**REQUIRED WORK:**
From top to bottom, retype the data exactly, passing over any picture.

**EXTRACTED ENTRIES:**

---*---

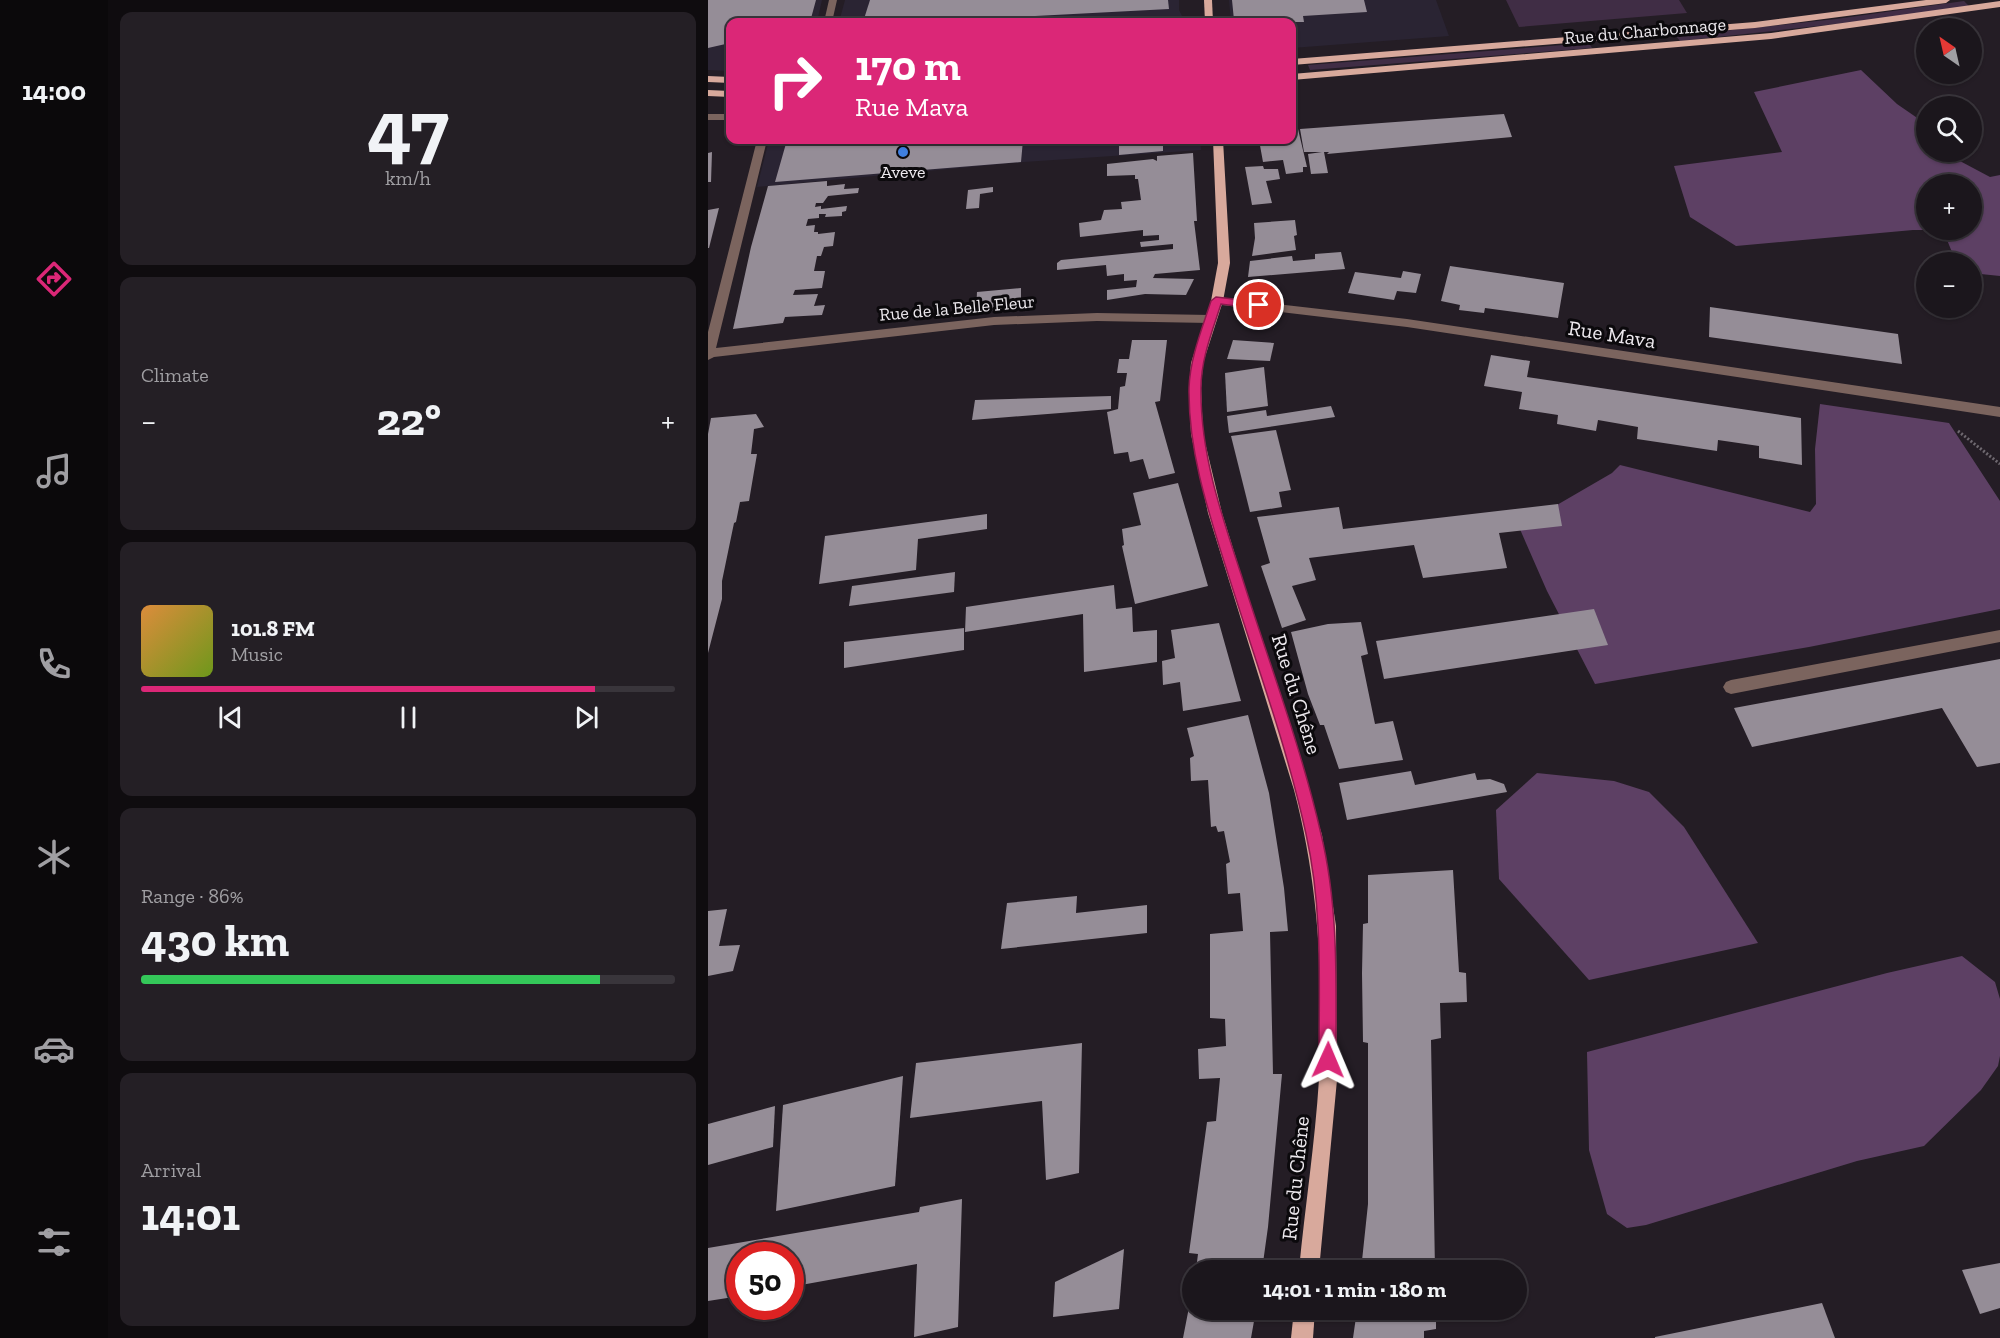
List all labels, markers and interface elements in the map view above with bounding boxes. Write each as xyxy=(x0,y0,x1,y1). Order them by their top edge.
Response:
street label: Rue du Charbonnage xyxy=(1563,13,1727,49)
north arrow xyxy=(1916,18,1982,84)
map controls xyxy=(1916,18,1982,318)
text: 170 m xyxy=(855,40,961,91)
icon: right xyxy=(756,42,834,120)
text: 14:00 xyxy=(22,75,86,107)
text: 47 xyxy=(367,80,449,174)
text: Rue Mava xyxy=(855,91,968,123)
button: search xyxy=(1916,96,1982,162)
marker: Aveve xyxy=(896,145,910,159)
place label: Aveve xyxy=(880,161,926,183)
text: km/h xyxy=(385,166,431,190)
button: + xyxy=(1916,174,1982,240)
button: − xyxy=(1916,252,1982,318)
icon: directions xyxy=(33,258,75,300)
pin xyxy=(1233,279,1284,330)
icon: arrive xyxy=(1242,288,1275,321)
street label: Rue de la Belle Fleur xyxy=(878,290,1036,326)
street label: Rue Mava xyxy=(1566,315,1658,353)
text: Climate xyxy=(141,363,209,387)
text: 22° xyxy=(376,393,441,447)
text: − xyxy=(141,401,156,440)
text: + xyxy=(661,401,675,440)
icon: music xyxy=(33,450,75,492)
text: 101.8 FM xyxy=(231,615,315,642)
street label: Rue du Chêne xyxy=(1267,631,1327,757)
text: Music xyxy=(231,642,283,666)
icon: phone xyxy=(33,643,75,685)
icon: previous xyxy=(214,701,247,734)
icon: pause xyxy=(392,701,425,734)
icon: next xyxy=(570,701,603,734)
icon: climate xyxy=(33,836,75,878)
text: Range · 86% xyxy=(141,884,243,908)
text: 430 km xyxy=(141,914,289,968)
icon: car xyxy=(33,1028,75,1070)
position arrow xyxy=(1296,1028,1360,1092)
street label: Rue du Chêne xyxy=(1276,1115,1314,1241)
text: Arrival xyxy=(141,1158,201,1182)
text: 14:01 xyxy=(141,1188,240,1242)
icon: filters xyxy=(33,1221,75,1263)
speed limit sign: 50 xyxy=(726,1242,804,1320)
text: 14:01 · 1 min · 180 m xyxy=(1263,1276,1446,1303)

---*---

**EXERCISE OUTPUT:**
List all labels, markers and interface elements in the map view above with bounding boxes. Write each as xyxy=(x0,y0,x1,y1). Order them by their top edge.
Response:
street label: Rue du Charbonnage xyxy=(1563,13,1727,49)
north arrow xyxy=(1916,18,1982,84)
map controls xyxy=(1916,18,1982,318)
text: 170 m xyxy=(855,40,961,91)
icon: right xyxy=(756,42,834,120)
text: 14:00 xyxy=(22,75,86,107)
text: 47 xyxy=(367,80,449,174)
text: Rue Mava xyxy=(855,91,968,123)
button: search xyxy=(1916,96,1982,162)
marker: Aveve xyxy=(896,145,910,159)
place label: Aveve xyxy=(880,161,926,183)
text: km/h xyxy=(385,166,431,190)
button: + xyxy=(1916,174,1982,240)
button: − xyxy=(1916,252,1982,318)
icon: directions xyxy=(33,258,75,300)
pin xyxy=(1233,279,1284,330)
icon: arrive xyxy=(1242,288,1275,321)
street label: Rue de la Belle Fleur xyxy=(878,290,1036,326)
street label: Rue Mava xyxy=(1566,315,1658,353)
text: Climate xyxy=(141,363,209,387)
text: 22° xyxy=(376,393,441,447)
text: − xyxy=(141,401,156,440)
text: + xyxy=(661,401,675,440)
icon: music xyxy=(33,450,75,492)
text: 101.8 FM xyxy=(231,615,315,642)
street label: Rue du Chêne xyxy=(1267,631,1327,757)
text: Music xyxy=(231,642,283,666)
icon: phone xyxy=(33,643,75,685)
icon: previous xyxy=(214,701,247,734)
icon: pause xyxy=(392,701,425,734)
icon: next xyxy=(570,701,603,734)
icon: climate xyxy=(33,836,75,878)
text: Range · 86% xyxy=(141,884,243,908)
text: 430 km xyxy=(141,914,289,968)
icon: car xyxy=(33,1028,75,1070)
position arrow xyxy=(1296,1028,1360,1092)
street label: Rue du Chêne xyxy=(1276,1115,1314,1241)
text: Arrival xyxy=(141,1158,201,1182)
text: 14:01 xyxy=(141,1188,240,1242)
icon: filters xyxy=(33,1221,75,1263)
speed limit sign: 50 xyxy=(726,1242,804,1320)
text: 14:01 · 1 min · 180 m xyxy=(1263,1276,1446,1303)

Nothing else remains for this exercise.